There's a lot more to Den Haag than immediately meets the eye. The popular perception of the Netherlands' third-largest city is of a stately, regal place populated with bureaucrats and businesspeople. While this is true to some extent, there is so much more: the city's cultural scene – anchored by the presence of the world-renowned Mauritshuis museum and Nederlands Dans Theater (and about to be boosted by the opening of the Spuiplein cultural precinct) – is one of the most exciting in the country; its culinary scene is replete with contemporary restaurants expertly experimenting with modern European cuisine; and its entertainment scene has moved far past the embassy cocktail parties that once predominated, making the party precinct of Grote Markt and the much-loved Paard live-music venue essential stops for every visitor. Easy to explore on foot or by tram, this is a city that amply rewards those who stay for a few days.
These are our favorite local haunts, touristy spots, and hidden gems throughout Den Haag.
Offering a wonderful introduction to Dutch and Flemish art, this splendid museum is set in a 17th-century mansion built for wealthy sugar trader Johan Maurits. It became a museum housing the Royal Picture Collection in 1822, and acquired a swish modern wing in 2012–14. The 800-strong collection of paintings focuses on works created between the 15th and 18th centuries. It includes masterpieces such as Vermeer's Girl with a Pearl Earring (c1665) and Rembrandt's intriguing The Anatomy Lesson of Dr Nicolaes Tulp (1632).
Once home to members of the Dutch royal family, the 18th-century Lange Voorhout Palace now houses a collection of the work of Dutch graphic artist MC Escher (1898–1972). The permanent exhibition features notes, letters, photos and plenty of woodcuts and lithographs from various points of his career, including everything from the early realism to the later phantasmagoria. All are fascinating exercises in the blending of different perspectives, and the conjunction of mathematical rules and artistic subject matter.
Home to the Panorama (1881), an immense, 14m-high, 360-degree painting of the sea, dunes and fishing village of Scheveningen, this museum is one of Den Haag's most unusual cultural attractions. The work, which is 120m in circumference, was created by Hendrik Willem Mesdag (1831–1915), a member of the Impressionist-influenced Hague School of painters. Viewed from an upper platform, it gives the illusion that the viewer is high on a dune looking at the scene.

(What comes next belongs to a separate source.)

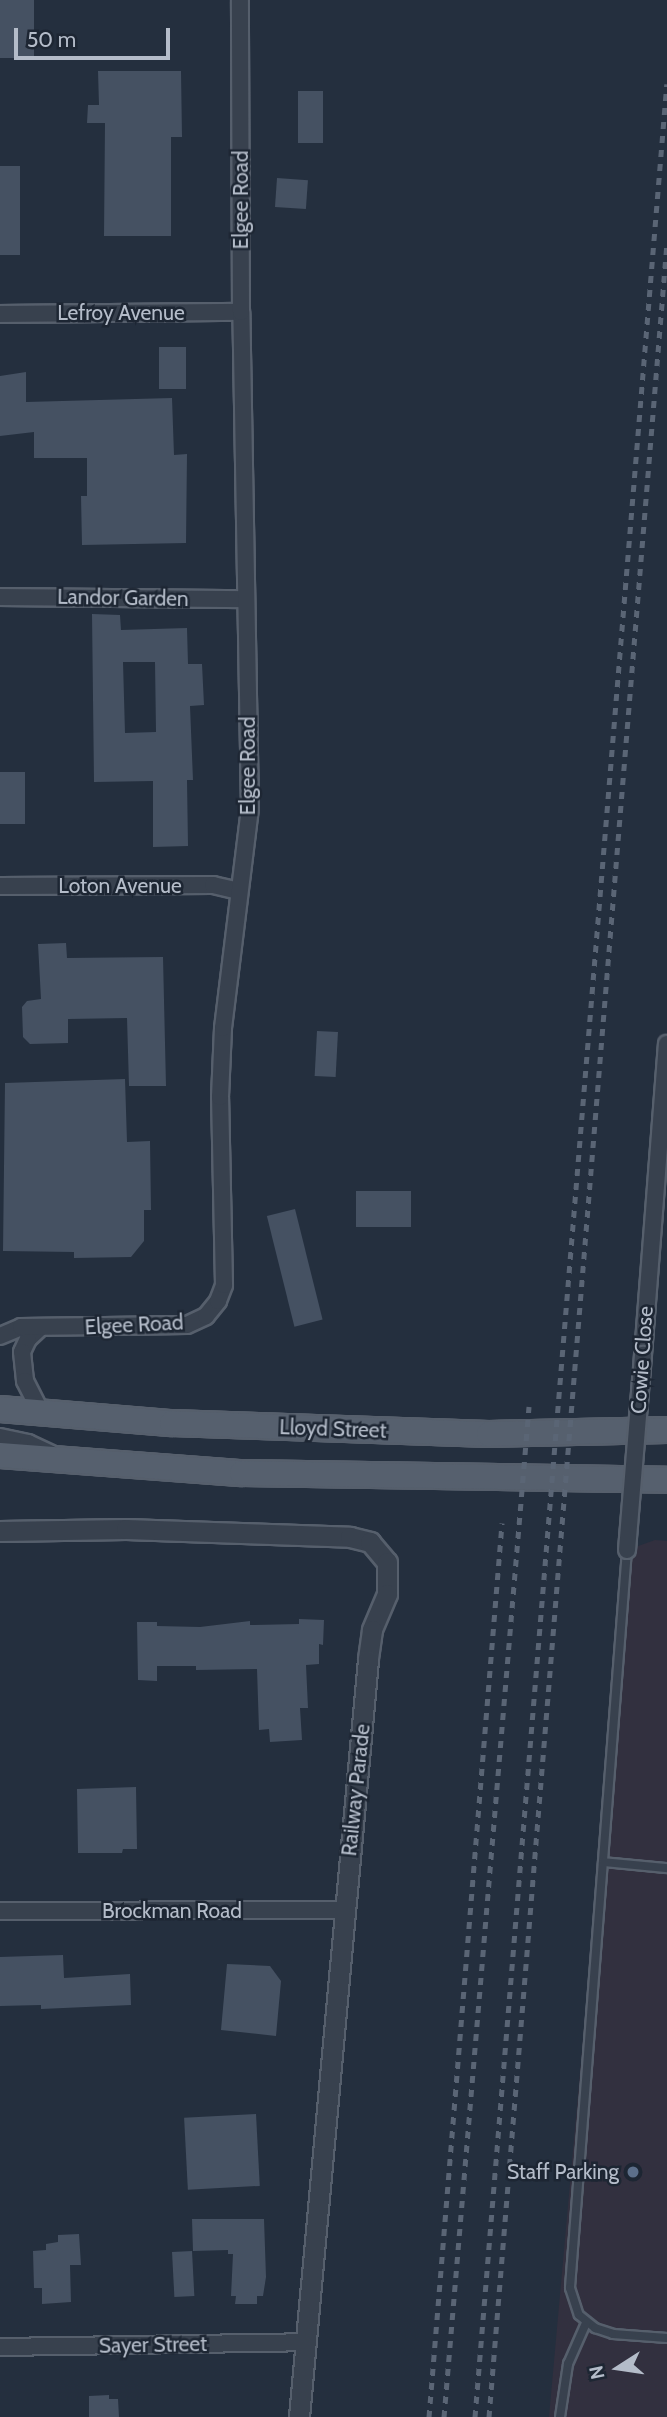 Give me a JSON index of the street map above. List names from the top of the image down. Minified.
{"streets":{"main road":["Lloyd Street"],"street":["Elgee Road","Lefroy Avenue","Landor Garden","Loton Avenue","Cowie Close","Railway Parade","Brockman Road","Sayer Street"]},"crossings":[["Elgee Road","Lefroy Avenue"],["Elgee Road","Landor Garden"],["Elgee Road","Loton Avenue"],["Railway Parade","Brockman Road"],["Railway Parade","Sayer Street"]],"places":["Staff Parking"],"scale_bar":"50 m","north":"left"}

Home to the UN's Permanent Court of Arbitration and International Court of Justice, the Peace Palace is housed in a grand 1913 building donated by American steelmaker Andrew Carnegie. Its visitor centre has multimedia exhibits detailing the history of both the building and the organisations within; these are enjoyed in a free 30-minute audioguide tour. Hour-long guided afternoon tours of the palace in Dutch and English are offered on weekends; these should be booked ahead on the website.
Home to both houses of the Dutch government, this complex of buildings next to the Hofvijver is arranged around a central courtyard that was once used for executions. Its splendid ceremonial Ridderzaal dates back to the 13th century. The 17th-century North Wing is still home to the Upper House, but the Lower House meets in a chamber in the modern eastern part of the complex. Visitor organisation ProDemos conducts guided tours.

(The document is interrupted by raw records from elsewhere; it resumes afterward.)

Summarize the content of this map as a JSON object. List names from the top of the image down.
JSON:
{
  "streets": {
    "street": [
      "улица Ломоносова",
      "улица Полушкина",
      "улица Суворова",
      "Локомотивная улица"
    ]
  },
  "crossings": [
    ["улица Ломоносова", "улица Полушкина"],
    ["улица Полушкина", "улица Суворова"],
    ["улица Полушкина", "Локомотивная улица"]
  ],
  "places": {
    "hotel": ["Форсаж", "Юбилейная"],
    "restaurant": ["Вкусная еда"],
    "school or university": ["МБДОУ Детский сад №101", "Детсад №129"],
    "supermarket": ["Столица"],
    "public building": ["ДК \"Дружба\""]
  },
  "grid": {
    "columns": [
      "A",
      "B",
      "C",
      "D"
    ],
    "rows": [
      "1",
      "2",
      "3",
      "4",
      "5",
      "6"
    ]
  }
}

Known predominantly for its De Stijl exhibit, this museum is housed in an unusual art deco building designed by HP Berlage. It opened in 1935. The De Stijl exhibit suffers from an overemphasis on unremarkable pre–De Stijl paintings by Piet Mondrian, but the major drawcard, his unfinished Victory Boogie Woogie (1942–44), is an undoubted masterpiece. Upstairs, the 'Discover the Modern' exhibit includes Egon Schiele's exquisite Portrait of Edith (1915) among early-20th-century works by Van Gogh, Picasso, Kandinsky and others.
Sharing an entrance with the Gevangenpoort, this was the first public museum in the Netherlands when it opened in 1774 as a showcase of William V's art collection. It closed after many of its works were 'acquired' by the occupying French in 1794 and didn't reopen in the same location until 2010. Today, the fully restored gallery houses 150 old masters from the Mauritshuis collection (Steen, Rubens, Potter et al) hung cheek-by-jowl in the style of the late 18th century.

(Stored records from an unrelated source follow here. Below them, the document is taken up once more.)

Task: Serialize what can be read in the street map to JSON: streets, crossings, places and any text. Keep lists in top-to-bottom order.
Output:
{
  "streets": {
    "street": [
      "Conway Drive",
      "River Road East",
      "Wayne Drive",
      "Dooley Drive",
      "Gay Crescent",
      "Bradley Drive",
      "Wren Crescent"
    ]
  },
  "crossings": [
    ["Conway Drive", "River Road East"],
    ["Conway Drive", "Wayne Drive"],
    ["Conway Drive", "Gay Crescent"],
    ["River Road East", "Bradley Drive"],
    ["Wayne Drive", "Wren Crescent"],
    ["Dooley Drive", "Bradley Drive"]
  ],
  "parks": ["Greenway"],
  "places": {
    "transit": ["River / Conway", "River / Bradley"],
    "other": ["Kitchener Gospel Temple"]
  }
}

A miniaturised Netherlands, this theme park sports 1:25 scale versions of Schiphol, Amsterdam, windmills and tulips, Rotterdam harbour, the Delta dykes and more. It's an enlightening example of the Dutch tendency to put their world under a microscope. Kids love it. Museumkaarts are not accepted. You'll save €2 on entry by prepurchasing tickets online, or at least €5.50 if you purchase the combination Madurodam/Escher in Het Paleis Museum ticket. Parking costs €8.50.
Adjoining the Gemeentemuseum and sharing a building with GEM, Den Haag's excellent photography museum mounts several major exhibitions a year. The ground-floor cafe overlooks the ornamental lake in front of the Gemeentemuseum and is a popular meeting spot in this part of town.